=== Exercise materials ===

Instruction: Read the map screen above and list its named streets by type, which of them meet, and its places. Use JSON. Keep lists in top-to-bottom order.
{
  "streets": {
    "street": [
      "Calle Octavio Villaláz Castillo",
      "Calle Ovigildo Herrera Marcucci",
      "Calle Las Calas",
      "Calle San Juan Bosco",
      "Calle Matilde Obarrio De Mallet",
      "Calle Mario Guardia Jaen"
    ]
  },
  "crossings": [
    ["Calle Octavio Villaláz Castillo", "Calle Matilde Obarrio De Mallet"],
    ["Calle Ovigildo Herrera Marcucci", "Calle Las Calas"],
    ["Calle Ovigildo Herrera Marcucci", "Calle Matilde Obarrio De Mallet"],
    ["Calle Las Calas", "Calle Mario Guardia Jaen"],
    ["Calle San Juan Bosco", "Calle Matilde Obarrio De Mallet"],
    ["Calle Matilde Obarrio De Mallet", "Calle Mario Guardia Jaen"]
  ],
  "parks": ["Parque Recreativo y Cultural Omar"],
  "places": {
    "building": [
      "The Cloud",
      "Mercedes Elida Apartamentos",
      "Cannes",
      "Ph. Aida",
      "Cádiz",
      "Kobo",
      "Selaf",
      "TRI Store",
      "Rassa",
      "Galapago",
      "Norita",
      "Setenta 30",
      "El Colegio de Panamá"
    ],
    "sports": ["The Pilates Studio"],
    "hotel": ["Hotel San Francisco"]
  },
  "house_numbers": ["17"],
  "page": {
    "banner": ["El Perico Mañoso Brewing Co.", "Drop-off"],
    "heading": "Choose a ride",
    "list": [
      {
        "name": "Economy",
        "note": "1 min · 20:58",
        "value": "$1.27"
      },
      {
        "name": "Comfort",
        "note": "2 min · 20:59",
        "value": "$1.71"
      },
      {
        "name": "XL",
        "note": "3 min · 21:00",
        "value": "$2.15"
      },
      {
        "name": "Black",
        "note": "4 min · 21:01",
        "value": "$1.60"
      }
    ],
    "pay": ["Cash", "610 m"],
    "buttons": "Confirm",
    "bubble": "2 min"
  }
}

===

== What you need to do ==
From the records above, pull every line that carries the word "Obarrio".

== Response to this task ==
      "Calle Matilde Obarrio De Mallet",
    ["Calle Octavio Villaláz Castillo", "Calle Matilde Obarrio De Mallet"],
    ["Calle Ovigildo Herrera Marcucci", "Calle Matilde Obarrio De Mallet"],
    ["Calle San Juan Bosco", "Calle Matilde Obarrio De Mallet"],
    ["Calle Matilde Obarrio De Mallet", "Calle Mario Guardia Jaen"]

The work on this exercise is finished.